> _Saved entries_
= Beginning of Section =

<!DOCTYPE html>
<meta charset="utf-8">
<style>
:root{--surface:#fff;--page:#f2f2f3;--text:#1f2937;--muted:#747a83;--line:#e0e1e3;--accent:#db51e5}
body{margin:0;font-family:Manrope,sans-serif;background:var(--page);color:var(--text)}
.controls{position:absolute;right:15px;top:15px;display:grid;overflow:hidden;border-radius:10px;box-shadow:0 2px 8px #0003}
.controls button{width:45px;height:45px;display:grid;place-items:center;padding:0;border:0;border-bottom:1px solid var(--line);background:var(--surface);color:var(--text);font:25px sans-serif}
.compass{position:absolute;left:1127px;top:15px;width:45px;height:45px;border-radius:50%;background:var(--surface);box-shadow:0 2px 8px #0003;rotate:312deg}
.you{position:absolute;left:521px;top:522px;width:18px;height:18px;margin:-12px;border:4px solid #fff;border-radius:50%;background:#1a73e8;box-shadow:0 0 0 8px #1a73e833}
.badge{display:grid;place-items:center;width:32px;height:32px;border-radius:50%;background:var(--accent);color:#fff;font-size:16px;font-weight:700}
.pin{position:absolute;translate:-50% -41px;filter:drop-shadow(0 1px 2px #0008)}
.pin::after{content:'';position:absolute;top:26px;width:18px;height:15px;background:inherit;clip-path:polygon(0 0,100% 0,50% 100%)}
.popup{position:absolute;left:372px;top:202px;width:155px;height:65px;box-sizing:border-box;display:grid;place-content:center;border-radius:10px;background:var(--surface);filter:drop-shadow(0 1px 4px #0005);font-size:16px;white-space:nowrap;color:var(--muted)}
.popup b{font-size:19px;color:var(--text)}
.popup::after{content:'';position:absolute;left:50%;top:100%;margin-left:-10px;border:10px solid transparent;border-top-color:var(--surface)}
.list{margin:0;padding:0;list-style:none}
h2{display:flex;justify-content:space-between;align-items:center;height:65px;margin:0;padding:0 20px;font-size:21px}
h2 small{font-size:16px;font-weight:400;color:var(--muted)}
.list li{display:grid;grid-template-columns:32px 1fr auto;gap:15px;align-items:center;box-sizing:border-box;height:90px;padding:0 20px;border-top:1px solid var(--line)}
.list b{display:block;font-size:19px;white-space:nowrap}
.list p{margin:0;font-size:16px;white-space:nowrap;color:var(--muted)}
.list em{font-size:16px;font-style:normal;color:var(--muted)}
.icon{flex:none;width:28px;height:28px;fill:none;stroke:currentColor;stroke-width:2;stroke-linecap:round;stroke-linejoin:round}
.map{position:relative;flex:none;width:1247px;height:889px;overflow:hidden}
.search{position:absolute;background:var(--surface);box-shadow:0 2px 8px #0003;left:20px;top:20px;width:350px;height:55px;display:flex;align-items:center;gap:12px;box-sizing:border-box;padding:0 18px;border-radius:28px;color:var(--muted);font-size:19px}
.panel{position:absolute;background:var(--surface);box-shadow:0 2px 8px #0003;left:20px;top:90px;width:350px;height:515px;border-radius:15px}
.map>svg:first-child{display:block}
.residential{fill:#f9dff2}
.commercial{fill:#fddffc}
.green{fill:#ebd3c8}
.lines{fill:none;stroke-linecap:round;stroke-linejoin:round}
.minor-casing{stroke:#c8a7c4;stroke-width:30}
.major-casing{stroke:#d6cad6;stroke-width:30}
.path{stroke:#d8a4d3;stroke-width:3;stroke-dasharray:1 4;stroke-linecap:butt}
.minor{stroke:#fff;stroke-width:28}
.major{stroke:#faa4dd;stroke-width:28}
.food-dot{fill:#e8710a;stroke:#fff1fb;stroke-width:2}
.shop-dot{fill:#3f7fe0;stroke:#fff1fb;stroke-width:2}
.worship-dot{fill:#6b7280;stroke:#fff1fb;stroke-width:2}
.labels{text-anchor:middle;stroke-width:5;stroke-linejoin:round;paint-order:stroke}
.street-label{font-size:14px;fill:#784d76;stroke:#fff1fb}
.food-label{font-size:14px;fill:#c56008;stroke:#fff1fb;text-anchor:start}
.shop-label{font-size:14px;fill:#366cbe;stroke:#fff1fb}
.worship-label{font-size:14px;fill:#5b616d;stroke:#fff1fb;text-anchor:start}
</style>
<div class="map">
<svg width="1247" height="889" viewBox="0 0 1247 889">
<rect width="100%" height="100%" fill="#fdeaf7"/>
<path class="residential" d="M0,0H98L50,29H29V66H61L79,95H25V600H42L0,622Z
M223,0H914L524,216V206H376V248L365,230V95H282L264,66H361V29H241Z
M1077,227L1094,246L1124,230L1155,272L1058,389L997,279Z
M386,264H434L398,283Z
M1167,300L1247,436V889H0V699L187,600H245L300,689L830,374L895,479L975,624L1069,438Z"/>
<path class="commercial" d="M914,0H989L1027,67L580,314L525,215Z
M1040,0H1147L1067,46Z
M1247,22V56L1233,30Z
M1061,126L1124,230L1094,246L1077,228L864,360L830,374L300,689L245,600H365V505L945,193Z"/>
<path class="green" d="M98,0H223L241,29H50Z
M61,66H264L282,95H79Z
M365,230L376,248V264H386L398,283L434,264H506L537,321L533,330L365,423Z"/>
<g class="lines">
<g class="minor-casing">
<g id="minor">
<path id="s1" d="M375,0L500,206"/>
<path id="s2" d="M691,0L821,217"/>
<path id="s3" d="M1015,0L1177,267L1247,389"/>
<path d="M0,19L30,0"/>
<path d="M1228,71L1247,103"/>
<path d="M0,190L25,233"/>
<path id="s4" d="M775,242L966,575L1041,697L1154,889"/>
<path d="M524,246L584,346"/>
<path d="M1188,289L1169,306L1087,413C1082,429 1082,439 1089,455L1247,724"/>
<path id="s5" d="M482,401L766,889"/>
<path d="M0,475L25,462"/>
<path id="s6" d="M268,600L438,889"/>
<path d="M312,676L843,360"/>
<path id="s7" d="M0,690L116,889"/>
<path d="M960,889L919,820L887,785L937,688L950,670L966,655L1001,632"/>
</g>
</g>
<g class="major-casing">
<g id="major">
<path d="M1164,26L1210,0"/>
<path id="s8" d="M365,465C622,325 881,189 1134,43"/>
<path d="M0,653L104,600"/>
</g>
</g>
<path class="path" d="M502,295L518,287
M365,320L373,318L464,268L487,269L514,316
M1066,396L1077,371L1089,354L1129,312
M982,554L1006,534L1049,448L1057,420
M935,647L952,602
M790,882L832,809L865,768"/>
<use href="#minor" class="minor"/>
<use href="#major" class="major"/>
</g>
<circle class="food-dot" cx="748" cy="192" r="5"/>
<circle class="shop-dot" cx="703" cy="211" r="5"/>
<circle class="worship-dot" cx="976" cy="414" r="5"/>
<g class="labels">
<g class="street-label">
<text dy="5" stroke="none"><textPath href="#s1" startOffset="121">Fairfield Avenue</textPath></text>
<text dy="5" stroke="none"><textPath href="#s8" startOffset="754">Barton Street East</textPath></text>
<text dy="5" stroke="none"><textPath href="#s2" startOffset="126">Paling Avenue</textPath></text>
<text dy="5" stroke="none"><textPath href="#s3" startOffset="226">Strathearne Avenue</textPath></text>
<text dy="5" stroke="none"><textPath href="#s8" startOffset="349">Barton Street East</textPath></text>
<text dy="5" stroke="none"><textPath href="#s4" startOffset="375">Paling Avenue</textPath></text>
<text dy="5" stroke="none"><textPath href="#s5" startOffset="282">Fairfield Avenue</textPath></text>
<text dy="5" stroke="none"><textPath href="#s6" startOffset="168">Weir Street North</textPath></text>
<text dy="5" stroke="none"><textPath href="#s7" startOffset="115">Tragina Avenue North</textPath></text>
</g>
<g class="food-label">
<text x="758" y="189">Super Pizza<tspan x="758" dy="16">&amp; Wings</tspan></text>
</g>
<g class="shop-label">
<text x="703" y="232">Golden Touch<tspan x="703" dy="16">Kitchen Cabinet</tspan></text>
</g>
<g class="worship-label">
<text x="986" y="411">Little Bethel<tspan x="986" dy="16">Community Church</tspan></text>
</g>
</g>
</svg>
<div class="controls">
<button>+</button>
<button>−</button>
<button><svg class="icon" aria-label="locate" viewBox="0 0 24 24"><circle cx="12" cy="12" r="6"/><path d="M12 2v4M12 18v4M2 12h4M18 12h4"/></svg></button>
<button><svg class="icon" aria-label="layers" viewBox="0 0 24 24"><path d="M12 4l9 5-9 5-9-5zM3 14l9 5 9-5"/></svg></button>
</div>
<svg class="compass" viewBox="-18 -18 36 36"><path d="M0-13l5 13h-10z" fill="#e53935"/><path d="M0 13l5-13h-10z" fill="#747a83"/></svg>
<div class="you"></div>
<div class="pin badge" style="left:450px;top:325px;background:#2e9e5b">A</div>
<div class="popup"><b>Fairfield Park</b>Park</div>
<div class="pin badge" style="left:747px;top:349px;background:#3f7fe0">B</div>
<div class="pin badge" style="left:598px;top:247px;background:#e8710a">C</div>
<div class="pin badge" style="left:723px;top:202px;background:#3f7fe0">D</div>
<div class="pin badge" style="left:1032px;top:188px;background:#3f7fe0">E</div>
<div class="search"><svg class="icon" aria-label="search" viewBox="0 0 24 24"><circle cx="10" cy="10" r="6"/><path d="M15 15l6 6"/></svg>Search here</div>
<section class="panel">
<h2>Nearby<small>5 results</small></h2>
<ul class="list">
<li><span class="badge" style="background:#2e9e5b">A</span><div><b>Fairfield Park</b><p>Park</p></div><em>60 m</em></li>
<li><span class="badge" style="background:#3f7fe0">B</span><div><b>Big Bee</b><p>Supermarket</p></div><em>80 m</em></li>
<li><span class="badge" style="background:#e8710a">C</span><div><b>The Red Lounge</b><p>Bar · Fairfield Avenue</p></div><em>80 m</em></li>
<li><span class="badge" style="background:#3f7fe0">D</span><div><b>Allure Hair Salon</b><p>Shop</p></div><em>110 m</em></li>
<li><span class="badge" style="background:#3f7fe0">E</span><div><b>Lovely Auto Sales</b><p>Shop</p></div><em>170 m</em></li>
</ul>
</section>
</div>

= End of Section =

> _Activity_
Once you have counted the lines above that contain "solid", give that number alone.

> _Output_
4